SAXParseException reading template document with Freemarker angle brackets

matthiasbasler commented 4 years ago

We are using XDocreport 2.0.1 in order to parse "docx" files and fill out certain fields - the typical "Mail Merge" functionality. We use the "xwpf" converter to finally create a PDF out of it. So far we have been using the square bracket Freemarker syntax, e.g. [#if ...] [/#if] and this worked. Since we are using the angle bracket Freemarker Syntax in the rest of our application we wanted to switch XDocreport over as well. There is a configuration setting to do so. So we set

final IXDocReport report = XDocReportRegistry.getRegistry().loadReport(stream, TemplateEngineKind.Freemarker, false);
final Configuration fmConfig = new Configuration(Configuration.VERSION_2_3_28);
fmConfig.setTagSyntax(Configuration.ANGLE_BRACKET_TAG_SYNTAX);
((FreemarkerTemplateEngine) report.getTemplateEngine()).setFreemarkerConfiguration(fmConfig);

Of course we changed the syntax of the template .docx file as well, e.g. <#if applicant_houseNumber?hasContent> ${applicant_houseNumber}</#if>

Afterwards, we get a SAXParseException before XDocReport even reaches our template model. As far as I can conclude from the stack trace (see below) and the parser state when the exception is thrown, the Xerces SAX parser tries to evaluate the mergefield content <#if ...> and chokes on this because it thinks "<#" is not a valid XML tag. It certainly isn't, but the document parser should not even try to parse the content of a merge field as XML imho.

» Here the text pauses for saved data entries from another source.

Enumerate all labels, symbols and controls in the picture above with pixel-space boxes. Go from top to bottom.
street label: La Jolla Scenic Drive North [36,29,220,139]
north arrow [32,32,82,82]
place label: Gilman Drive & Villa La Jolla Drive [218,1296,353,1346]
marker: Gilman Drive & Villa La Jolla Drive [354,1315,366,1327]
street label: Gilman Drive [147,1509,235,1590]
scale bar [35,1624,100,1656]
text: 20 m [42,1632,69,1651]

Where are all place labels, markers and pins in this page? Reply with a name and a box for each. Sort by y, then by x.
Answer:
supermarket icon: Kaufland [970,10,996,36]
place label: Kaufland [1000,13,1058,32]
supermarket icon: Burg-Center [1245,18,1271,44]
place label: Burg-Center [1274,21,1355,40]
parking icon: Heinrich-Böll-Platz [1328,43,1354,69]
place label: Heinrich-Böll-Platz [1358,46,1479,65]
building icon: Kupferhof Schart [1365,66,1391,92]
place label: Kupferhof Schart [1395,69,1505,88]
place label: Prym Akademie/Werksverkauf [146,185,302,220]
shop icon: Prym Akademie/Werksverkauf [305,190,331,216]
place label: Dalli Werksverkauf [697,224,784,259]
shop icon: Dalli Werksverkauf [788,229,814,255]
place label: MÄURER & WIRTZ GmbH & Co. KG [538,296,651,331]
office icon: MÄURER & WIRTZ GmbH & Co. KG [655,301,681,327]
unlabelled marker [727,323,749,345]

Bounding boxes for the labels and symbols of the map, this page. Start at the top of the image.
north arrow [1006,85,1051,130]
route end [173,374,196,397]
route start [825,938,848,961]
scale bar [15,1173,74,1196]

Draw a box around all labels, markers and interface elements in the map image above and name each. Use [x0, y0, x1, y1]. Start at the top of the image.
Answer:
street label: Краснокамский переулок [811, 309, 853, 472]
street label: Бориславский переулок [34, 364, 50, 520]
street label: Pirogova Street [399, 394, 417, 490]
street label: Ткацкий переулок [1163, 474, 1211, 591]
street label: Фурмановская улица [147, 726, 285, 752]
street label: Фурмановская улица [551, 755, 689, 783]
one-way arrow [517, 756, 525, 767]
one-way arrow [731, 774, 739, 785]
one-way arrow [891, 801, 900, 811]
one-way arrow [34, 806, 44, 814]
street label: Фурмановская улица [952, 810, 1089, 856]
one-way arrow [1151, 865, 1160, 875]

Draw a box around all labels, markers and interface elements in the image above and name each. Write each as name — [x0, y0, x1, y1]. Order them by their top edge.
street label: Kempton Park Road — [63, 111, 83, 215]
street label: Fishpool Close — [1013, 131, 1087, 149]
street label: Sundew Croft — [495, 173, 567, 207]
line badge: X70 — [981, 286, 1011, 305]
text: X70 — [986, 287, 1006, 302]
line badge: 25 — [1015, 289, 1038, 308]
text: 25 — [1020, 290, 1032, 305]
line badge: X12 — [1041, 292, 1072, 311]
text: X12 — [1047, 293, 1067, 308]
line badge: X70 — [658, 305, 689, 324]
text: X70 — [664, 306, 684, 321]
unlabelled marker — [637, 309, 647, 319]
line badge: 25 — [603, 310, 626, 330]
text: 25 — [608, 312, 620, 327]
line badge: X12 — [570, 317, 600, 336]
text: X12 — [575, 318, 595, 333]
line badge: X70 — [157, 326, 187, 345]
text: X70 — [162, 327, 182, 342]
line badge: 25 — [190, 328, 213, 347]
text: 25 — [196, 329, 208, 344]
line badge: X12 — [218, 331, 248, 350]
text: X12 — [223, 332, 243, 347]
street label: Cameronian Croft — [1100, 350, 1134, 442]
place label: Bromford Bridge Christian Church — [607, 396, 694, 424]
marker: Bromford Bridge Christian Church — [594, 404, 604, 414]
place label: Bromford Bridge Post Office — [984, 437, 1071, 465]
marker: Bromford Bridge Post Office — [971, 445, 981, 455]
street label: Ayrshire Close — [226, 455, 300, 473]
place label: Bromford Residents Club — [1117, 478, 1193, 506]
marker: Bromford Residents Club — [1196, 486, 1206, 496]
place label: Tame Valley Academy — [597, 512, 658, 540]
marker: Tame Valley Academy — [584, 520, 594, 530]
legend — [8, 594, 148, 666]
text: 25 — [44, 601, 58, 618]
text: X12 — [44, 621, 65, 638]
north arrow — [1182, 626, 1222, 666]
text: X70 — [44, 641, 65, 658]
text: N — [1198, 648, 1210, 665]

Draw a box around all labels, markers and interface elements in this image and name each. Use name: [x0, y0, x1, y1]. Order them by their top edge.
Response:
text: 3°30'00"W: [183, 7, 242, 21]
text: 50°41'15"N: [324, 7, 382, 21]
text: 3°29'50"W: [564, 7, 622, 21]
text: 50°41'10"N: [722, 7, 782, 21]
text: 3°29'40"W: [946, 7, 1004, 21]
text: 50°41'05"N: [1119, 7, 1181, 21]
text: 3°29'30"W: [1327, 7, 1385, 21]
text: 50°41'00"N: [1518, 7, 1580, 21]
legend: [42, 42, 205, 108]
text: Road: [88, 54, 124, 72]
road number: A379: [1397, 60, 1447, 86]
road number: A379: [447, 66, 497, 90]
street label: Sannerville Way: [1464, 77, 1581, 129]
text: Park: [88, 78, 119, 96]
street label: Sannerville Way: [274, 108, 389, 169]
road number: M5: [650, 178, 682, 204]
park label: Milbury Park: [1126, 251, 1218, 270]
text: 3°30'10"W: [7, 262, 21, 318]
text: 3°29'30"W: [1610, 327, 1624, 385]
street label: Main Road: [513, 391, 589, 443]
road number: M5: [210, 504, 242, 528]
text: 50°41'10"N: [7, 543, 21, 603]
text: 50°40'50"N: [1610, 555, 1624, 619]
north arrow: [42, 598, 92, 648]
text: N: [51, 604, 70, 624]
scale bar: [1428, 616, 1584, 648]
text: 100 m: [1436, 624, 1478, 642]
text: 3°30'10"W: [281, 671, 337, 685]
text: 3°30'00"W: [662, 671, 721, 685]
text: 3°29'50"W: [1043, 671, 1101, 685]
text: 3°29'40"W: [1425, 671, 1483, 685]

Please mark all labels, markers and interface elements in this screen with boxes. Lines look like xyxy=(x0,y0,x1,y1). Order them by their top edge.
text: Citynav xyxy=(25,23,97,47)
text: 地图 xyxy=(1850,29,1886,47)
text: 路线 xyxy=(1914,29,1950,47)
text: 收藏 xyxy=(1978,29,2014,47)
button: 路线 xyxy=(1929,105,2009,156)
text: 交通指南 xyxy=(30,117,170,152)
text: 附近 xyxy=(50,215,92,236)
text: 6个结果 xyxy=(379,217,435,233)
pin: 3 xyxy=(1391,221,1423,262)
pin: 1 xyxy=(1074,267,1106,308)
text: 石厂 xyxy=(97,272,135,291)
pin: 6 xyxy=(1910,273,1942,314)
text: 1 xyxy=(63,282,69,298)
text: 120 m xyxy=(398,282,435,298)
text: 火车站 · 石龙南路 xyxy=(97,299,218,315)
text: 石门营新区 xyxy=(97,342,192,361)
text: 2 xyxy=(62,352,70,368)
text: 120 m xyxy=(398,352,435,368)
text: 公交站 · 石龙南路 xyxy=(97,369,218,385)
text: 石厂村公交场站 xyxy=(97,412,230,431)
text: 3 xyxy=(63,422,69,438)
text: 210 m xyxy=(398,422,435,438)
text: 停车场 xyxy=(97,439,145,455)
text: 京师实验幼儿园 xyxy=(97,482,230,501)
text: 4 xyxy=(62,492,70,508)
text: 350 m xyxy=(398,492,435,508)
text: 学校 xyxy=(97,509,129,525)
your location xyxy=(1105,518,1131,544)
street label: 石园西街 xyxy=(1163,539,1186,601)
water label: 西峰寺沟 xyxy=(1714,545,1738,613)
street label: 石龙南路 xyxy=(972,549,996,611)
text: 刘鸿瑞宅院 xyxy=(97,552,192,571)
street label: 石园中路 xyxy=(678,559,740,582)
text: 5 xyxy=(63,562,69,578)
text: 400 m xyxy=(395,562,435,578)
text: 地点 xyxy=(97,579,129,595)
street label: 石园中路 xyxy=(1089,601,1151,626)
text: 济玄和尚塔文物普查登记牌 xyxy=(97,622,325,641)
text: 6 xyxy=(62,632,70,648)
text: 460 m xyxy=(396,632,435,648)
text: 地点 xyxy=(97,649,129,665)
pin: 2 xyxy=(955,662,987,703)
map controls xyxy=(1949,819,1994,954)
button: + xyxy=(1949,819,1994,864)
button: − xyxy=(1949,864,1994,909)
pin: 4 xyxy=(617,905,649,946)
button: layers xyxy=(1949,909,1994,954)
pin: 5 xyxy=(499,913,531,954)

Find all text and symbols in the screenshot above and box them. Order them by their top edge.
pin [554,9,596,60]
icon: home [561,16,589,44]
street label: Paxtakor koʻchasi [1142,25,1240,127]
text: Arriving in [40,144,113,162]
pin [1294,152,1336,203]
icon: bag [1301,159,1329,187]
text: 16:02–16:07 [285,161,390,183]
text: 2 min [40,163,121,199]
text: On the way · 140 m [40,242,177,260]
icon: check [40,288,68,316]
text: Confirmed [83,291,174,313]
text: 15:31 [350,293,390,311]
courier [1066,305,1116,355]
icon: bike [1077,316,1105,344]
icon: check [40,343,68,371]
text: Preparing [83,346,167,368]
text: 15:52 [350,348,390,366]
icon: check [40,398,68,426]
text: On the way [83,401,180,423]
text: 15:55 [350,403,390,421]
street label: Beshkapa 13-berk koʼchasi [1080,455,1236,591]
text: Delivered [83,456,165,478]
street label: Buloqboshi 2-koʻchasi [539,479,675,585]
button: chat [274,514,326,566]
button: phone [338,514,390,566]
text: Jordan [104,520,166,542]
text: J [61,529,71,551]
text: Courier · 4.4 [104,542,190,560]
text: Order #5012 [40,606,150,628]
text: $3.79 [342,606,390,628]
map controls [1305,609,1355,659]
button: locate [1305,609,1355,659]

Unfortunately there is little to find regarding the Configuration.ANGLE_BRACKET_TAG_SYNTAX flag on the web, so I wonder if I overlooked something or whether this is a bug.

Do I have to change something else to avoid the XML parser analyzing the merge field?
Or is this flag known not to work when using this parser? Or known not to work in conjunction with converters, maybe?
Ar there any working examples for using this syntax?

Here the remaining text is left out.